The Canadian Consumer Price Index increased 2.3% on a year-over-year basis in January, a modest deceleration from the 2.4% gain registered in December. The Bureau responsible for the data highlighted falling gasoline costs as the principal influence behind the softer headline reading.
Gasoline prices plunged 16.7% compared with the same month a year earlier, after a 13.8% year-over-year decline in December. Statistics Canada said that "the gasoline price index was the largest contributor to deceleration in headline inflation, with a larger decline in January compared with December." The decline in fuel costs therefore accounted for much of the movement in the all-items measure.

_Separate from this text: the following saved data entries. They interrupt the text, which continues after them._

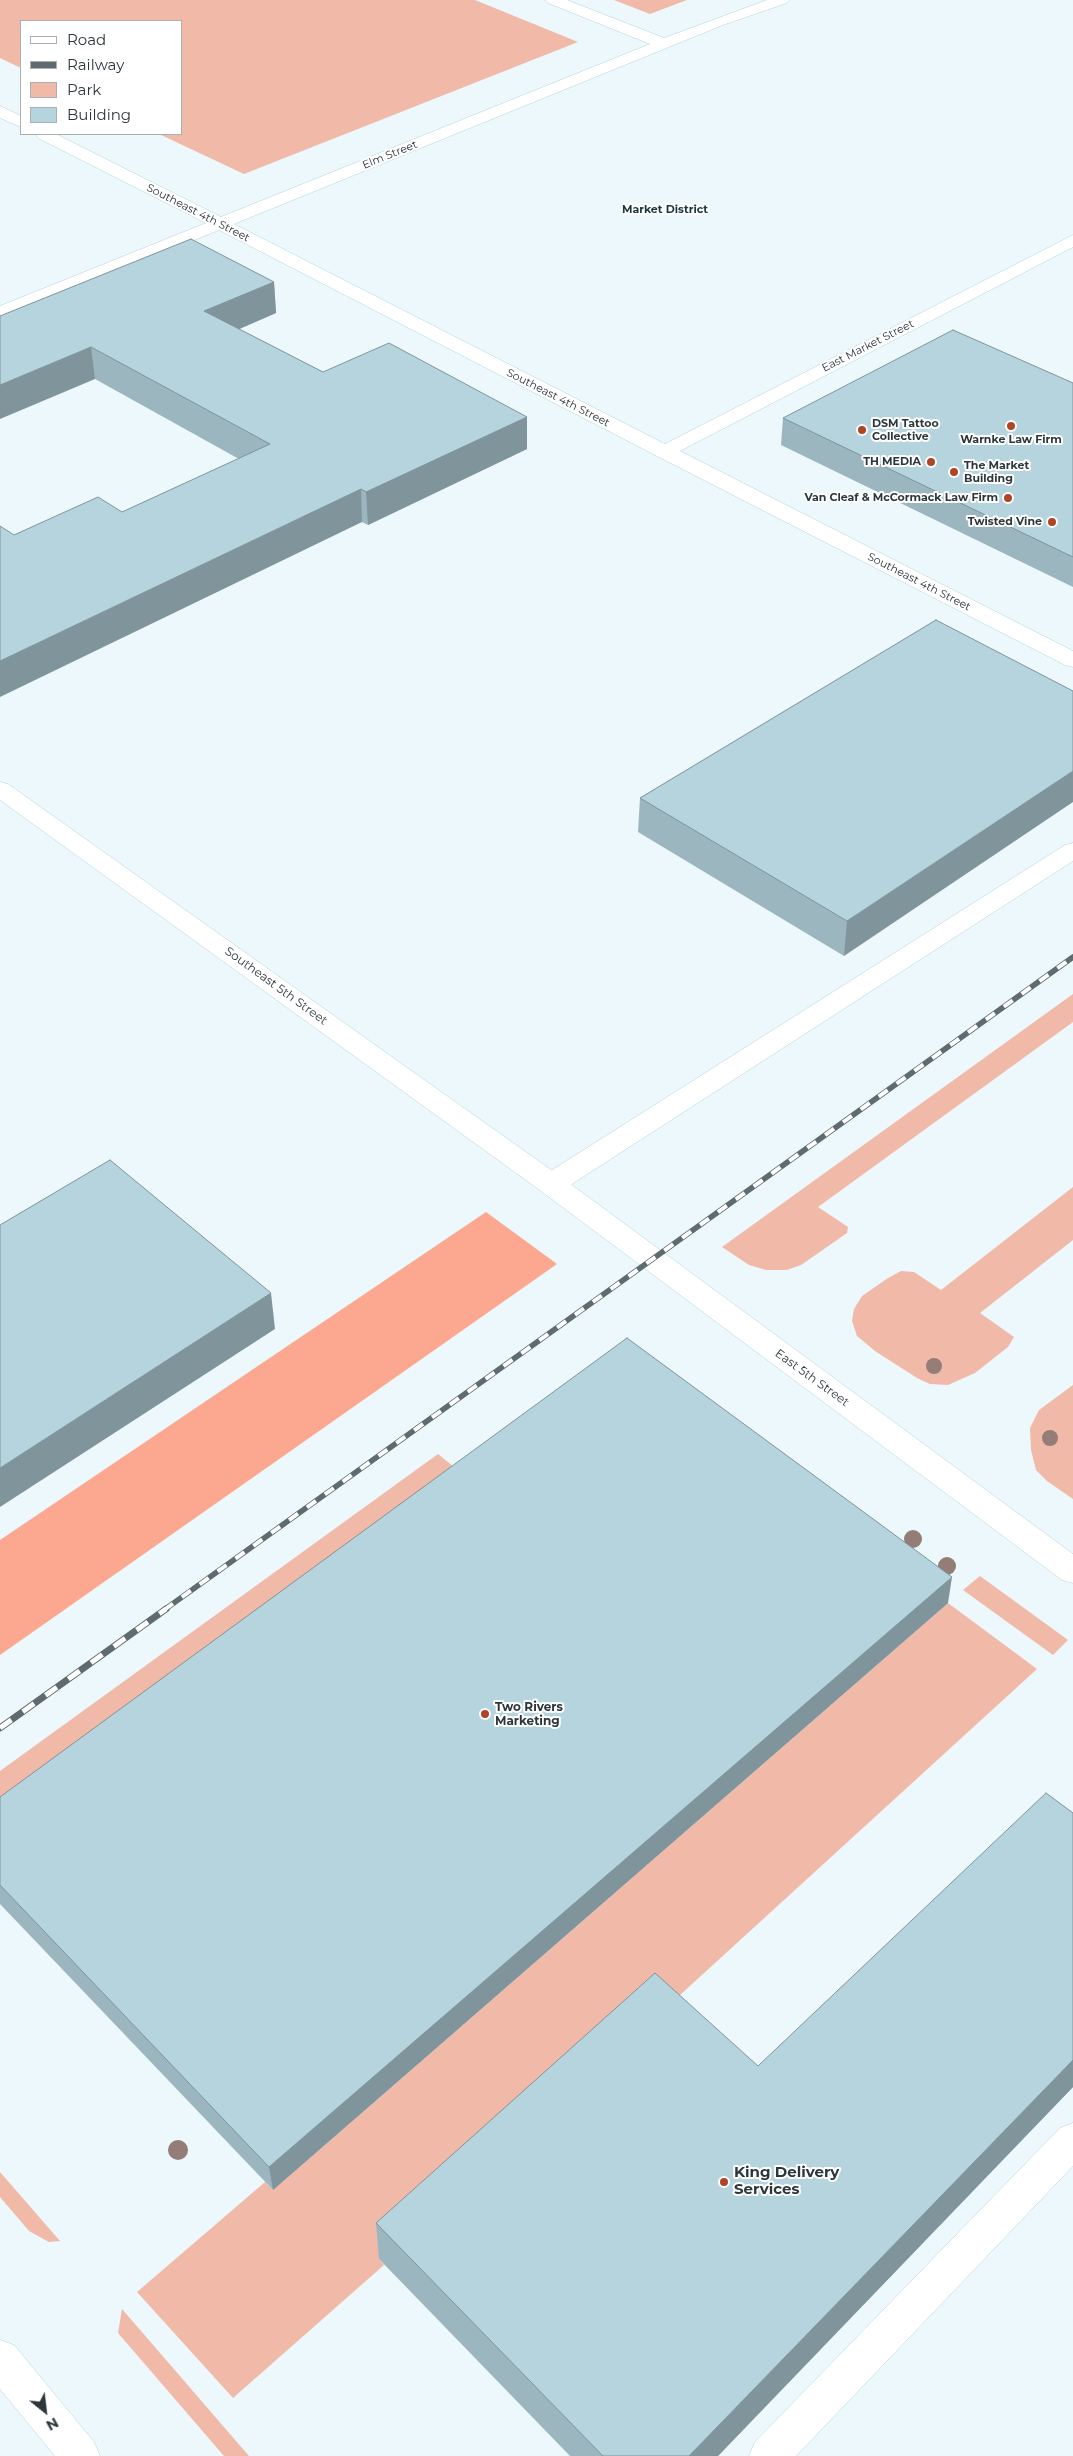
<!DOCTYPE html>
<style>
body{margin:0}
#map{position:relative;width:1073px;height:2456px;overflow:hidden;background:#ecf8fc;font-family:Montserrat,sans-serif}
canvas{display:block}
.legend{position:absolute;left:20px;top:20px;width:162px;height:115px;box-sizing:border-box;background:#fff;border:1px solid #aaafb1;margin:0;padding:6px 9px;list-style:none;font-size:15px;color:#2b373b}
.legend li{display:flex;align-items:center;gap:10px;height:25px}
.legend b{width:25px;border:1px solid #aaafb1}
.north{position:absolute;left:20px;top:2386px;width:50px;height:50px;-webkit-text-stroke:4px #fff;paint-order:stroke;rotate:151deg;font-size:14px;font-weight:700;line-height:20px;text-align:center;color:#2b373b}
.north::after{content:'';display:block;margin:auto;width:18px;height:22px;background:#2b373b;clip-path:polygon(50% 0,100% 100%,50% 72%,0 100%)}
</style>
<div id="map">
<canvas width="1073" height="2456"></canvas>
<ul class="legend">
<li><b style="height:6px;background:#fff"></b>Road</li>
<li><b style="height:6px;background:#5f6b6f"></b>Railway</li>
<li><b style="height:14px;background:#f1b9a8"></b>Park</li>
<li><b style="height:14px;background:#b5d4de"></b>Building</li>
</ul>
<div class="north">N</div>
</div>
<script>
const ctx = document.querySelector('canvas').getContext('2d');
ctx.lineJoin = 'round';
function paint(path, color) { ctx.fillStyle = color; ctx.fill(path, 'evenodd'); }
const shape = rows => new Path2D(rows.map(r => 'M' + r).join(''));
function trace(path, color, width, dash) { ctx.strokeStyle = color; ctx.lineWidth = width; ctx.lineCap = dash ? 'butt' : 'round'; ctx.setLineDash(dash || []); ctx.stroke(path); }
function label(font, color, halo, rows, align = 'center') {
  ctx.font = font + ' Montserrat,sans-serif'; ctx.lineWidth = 4; ctx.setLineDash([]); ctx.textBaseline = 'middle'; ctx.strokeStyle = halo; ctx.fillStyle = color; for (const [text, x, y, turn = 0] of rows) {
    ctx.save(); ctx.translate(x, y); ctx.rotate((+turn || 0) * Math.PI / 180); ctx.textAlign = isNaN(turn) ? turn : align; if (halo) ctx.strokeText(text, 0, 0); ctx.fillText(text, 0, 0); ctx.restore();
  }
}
const green = shape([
 [0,0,475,0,578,42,244,174,159,134,181,134,181,21,21,21,21,68,0,58],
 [614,0,687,0,650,14],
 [1073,994,1073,1022,818,1207,848,1227,847,1233,801,1265,787,1270,766,1270,749,1265,722,1247],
 [1073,1187,1073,1240,980,1313,1014,1337,1008,1347,975,1373,948,1385,930,1384,917,1378,875,1351,857,1336,852,1321,854,1309,862,1296,888,1278,901,1271,914,1272,941,1290],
 [1073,1385,1073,1499,1047,1481,1036,1470,1031,1450,1030,1428,1039,1410],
 [438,1454,470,1480,0,1826,0,1771],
 [980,1576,1068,1640,1053,1655,963,1590],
 [948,1603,1037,1669,657,2016,379,2259,384,2265,233,2398,137,2292,265,2182,273,2190],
 [0,2172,60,2241,49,2242,29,2231,0,2197],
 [122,2309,249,2456,224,2456,118,2333]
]);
const forest = shape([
 [486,1212,557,1264,0,1655,0,1540]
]);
const lane = shape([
 [1073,843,1073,861,561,1191,551,1193,541,1191,537,1184,541,1177,1065,845,1073,843],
 [1073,2123,1073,2166,796,2456,749,2456,755,2442,1060,2128,1073,2123]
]);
const street = shape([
 [545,0,567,0,664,38,767,0,790,0,787,3,723,25,234,224,665,444,1073,235,1073,247,680,451,1073,651,1073,667,1065,665,657,456,219,230,0,319,0,306,206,223,38,138,36,134,56,134,221,217,650,44,548,3,545,0],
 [0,106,21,116,21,127,0,118,0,106],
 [0,782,8,784,561,1177,1073,1554,1073,1583,1062,1580,541,1191,0,800,0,782]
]);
const secondary = shape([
 [0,2340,14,2345,94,2442,100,2456,55,2456,0,2389,0,2340]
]);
const railFar1 = shape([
 [164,1610,1073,957]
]);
const rail = shape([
 [0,1728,166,1609]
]);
const trees = [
 [934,1366,8],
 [1050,1438,8],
 [913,1539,9],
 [947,1566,9],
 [178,2150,10]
];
const wall = shape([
 [274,282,276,313,239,329,323,372,527,417,527,449,368,525,362,522,14,535,122,512,239,459,95,379,0,316],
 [1073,383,1073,587,781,445,783,418],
 [936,620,844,956,638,832,640,798],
 [948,1603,273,2190,0,1904,0,1797],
 [1073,1813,1073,2087,718,2456,570,2456,379,2259,376,2223,758,2066]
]);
const shadedWall = shape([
 [274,282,276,313,207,343,204,311],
 [91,347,95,379,0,419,0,385],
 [527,417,527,449,368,525,366,492],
 [361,489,362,522,0,697,0,661],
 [1073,771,1073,802,844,956,847,921],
 [271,1293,275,1329,0,1507,0,1468],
 [952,1577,948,1603,273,2190,269,2167],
 [1073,2060,1073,2087,718,2456,689,2456]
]);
const building = shape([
 [191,239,274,282,204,311,323,372,389,343,527,417,366,492,361,489,0,661,0,526,14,535,98,497,122,512,270,444,91,347,0,385,0,316,191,239],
 [953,330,1073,383,1073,557,783,418,953,330],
 [936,620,1073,691,1073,771,847,921,640,798,936,620],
 [110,1160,271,1293,0,1468,0,1225,110,1160],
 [627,1338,952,1577,269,2167,0,1885,0,1797,627,1338],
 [1046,1793,1073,1813,1073,2060,689,2456,603,2456,376,2223,655,1973,758,2066,1046,1793]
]);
const markers = [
 [1011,426,5,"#ae4526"],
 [862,430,5,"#ae4526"],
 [931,462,5,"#ae4526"],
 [954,472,5,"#ae4526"],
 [1008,498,5,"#ae4526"],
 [1052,522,5,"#ae4526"],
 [485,1714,5,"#ae4526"],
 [724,2182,5,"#ae4526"]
];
const farStreetnames = [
 ["Elm Street",390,155,-22],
 ["Southeast 4th Street",198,213,27],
 ["East Market Street",868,346,-27],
 ["Southeast 4th Street",558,398,27],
 ["Southeast 4th Street",919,582,27]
];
const farNeighbourhoodnames = [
 ["Market District",665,210]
];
const farPoinames = [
 ["DSM Tattoo",872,424,"left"],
 ["Collective",872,437,"left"],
 ["Warnke Law Firm",1011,440,"center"],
 ["TH MEDIA",921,462],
 ["The Market",964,466,"left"],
 ["Building",964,479,"left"],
 ["Van Cleaf & McCormack Law Firm",998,498],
 ["Twisted Vine",1042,522]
];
const streetNames = [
 ["Southeast 5th Street",276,986,36],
 ["East 5th Street",812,1378,36]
];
const poiNames = [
 ["Two Rivers",495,1707],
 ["Marketing",495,1721]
];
const nearPoinames = [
 ["King Delivery",734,2173],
 ["Services",734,2190]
];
paint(green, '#f1b9a8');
paint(forest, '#fca890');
trace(lane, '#b3d2dc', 1);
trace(street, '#b3d2dc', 1);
trace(secondary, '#b3d2dc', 1);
paint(lane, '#fff');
paint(street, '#fff');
paint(secondary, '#fff');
trace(railFar1, '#5f6b6f', 5.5);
trace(rail, '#5f6b6f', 7);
trace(railFar1, '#fff', 4, [11]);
trace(rail, '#fff', 5, [14]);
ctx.fillStyle = '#937d76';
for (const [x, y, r] of trees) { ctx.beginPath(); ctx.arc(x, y, r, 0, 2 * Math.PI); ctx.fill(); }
paint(wall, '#9cb6bf');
paint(shadedWall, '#7f949b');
paint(building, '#b5d4de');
trace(building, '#7f949b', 1);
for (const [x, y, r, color] of markers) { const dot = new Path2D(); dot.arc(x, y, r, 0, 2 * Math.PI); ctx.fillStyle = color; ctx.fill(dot); trace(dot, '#fff', 2); }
label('11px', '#2b373b', '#fff', farStreetnames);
label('bold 11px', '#1a363e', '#fff', farNeighbourhoodnames);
label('bold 11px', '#2b373b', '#fff', farPoinames, 'right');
label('12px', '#2b373b', '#fff', streetNames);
label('bold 12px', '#2b373b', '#fff', poiNames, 'left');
label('bold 15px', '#2b373b', '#fff', nearPoinames, 'left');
</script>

Stripping out gasoline, underlying inflation pressures remained intact. Excluding the volatile gasoline category, the CPI rose 3.0% in January, unchanged from the pace observed in December. That persistence in the ex-gasoline measure underscores that non-energy price growth has not eased in tandem with the headline decline.
The year-over-year comparison was also affected by a base-year distortion related to a temporary federal tax change. Statistics Canada noted that indexes impacted by the temporary GST/HST break in January 2025 continued to exert upward pressure on the year-over-year all-items increase in January 2026. The agency said the temporary tax break had lowered prices across roughly 10% of the consumer basket in early 2025, complicating direct comparisons between the two periods.
Shelter—the cost component that has weighed heavily on household budgets—showed signs of structural easing, rising 1.7% in the year to January. That represents the first time in nearly five years that shelter price growth has slipped below the 2.0% threshold, a development Statistics Canada attributed to slower increases in both rent and mortgage interest costs.
On a month-to-month basis the CPI was unchanged in January. After adjusting for seasonal patterns, the index registered a marginal 0.1% increase. "The CPI was unchanged month over month in January," the agency stated, a result that suggests a period of stabilization as policymakers, including the Bank of Canada, monitor how current interest rate settings are feeding through to the economy.
Overall, the January data show headline inflation easing modestly due to energy price movements, while broader price pressures remain in evidence, influenced in part by last year’s temporary tax break and continuing non-energy price dynamics.